No End to Falling European Car Sales

PARIS — European car sales keep falling, and American automakers are among the biggest losers in the shrinking market, industry data showed Tuesday.

European Union new passenger car registrations slid 10.5 percent in February from a year earlier, the European Automobile Manufacturers’ Association said in Brussels. It was the 17th consecutive drop, with sales falling everywhere except Britain, where they rose 7.9 percent.

E.U. sales, at 795,482 cars, came in at the lowest recorded for the month of February since the records started in 1990, Quynh-Nhu Huynh, statistical director for the automakers’ association, said.

She noted that in February 1990, new car sales totaled 1.1 million — at a time when the European Union had just 15 members.

The euro zone crisis, and the government budget-tightening measures prescribed to combat it, have hurt demand.
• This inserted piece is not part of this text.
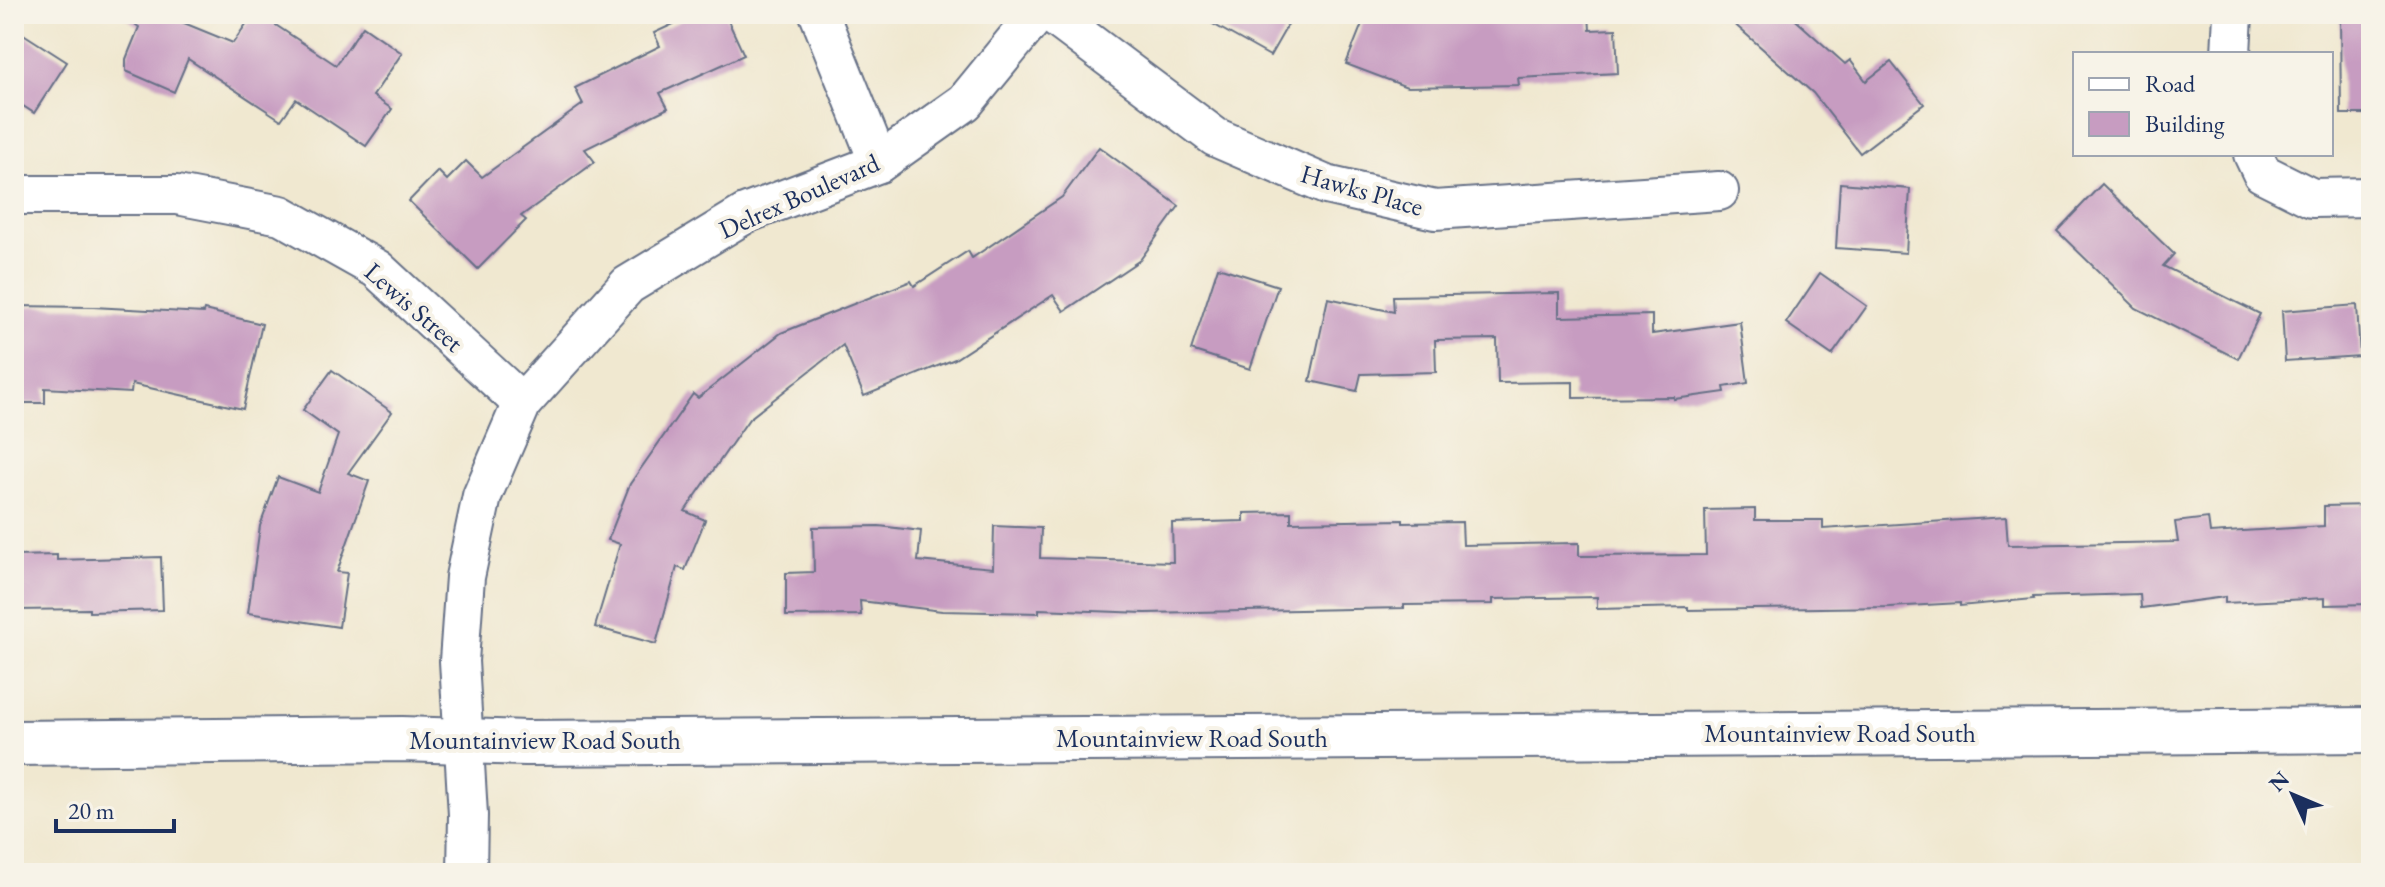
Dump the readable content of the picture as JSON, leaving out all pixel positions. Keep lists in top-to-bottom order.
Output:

Record unemployment has squeezed household budgets and left consumers reluctant to upgrade older models, and much of the younger generation lacks the means to purchase their first cars.

“Unless there’s a turnaround in the middle of the year, we appear to be headed for the worst performance ever,” Ms. Huynh said.

American automakers bore much of the brunt. General Motors’ European sales slid 20.1 percent, while Ford Motor recorded a 20.8 percent drop.

The European market sales of Volkswagen, the largest E.U. automaker, fell 7.2 percent, while the region’s No.2 carmaker, PSA Peugeot Citroën, fell 13.2 percent. Sales of Fiat, the Italian carmaker that controls Chrysler, fell 14 percent. Honda Motor led a handful of companies that posted gains, with its sales up 15 percent.

Ian Fletcher, an analyst at IHS Automotive in London, said that G.M., Ford, Fiat and Peugeot faced similar problems, with luxury carmakers reaching down to take their sales in a declining market, and cheaper models gaining at the bottom of the market.

“It’s the squashed middle market,” he said. “They’re facing pressure from the top of the market, from Mercedes and BMW, and pressure at the low end from the likes of Kia, Hyundai and Dacia.”

The U.S. carmakers, he said, are also suffering relative to other companies because they were less willing to offer buyer incentives, and were unable to match some rivals, particularly Volkswagen, on financing terms.

Mr. Fletcher said he expected car sales to grow this year in the United States, as well as in fast growing economies like China, Brazil, Russia and India.

He predicted that the European Union market, which shrank by 8.2 percent last year, was set for another 2.6 percent contraction this year, to around 11.8 million units.

There is hope, he said, that sales might bottom out before long, with gradual improvement possible by the end of the year. But with the monthly data as bad as they have been so far in 2013, he said, analysts might be looking at their forecasts again “in the next few months” for a possible downward revision.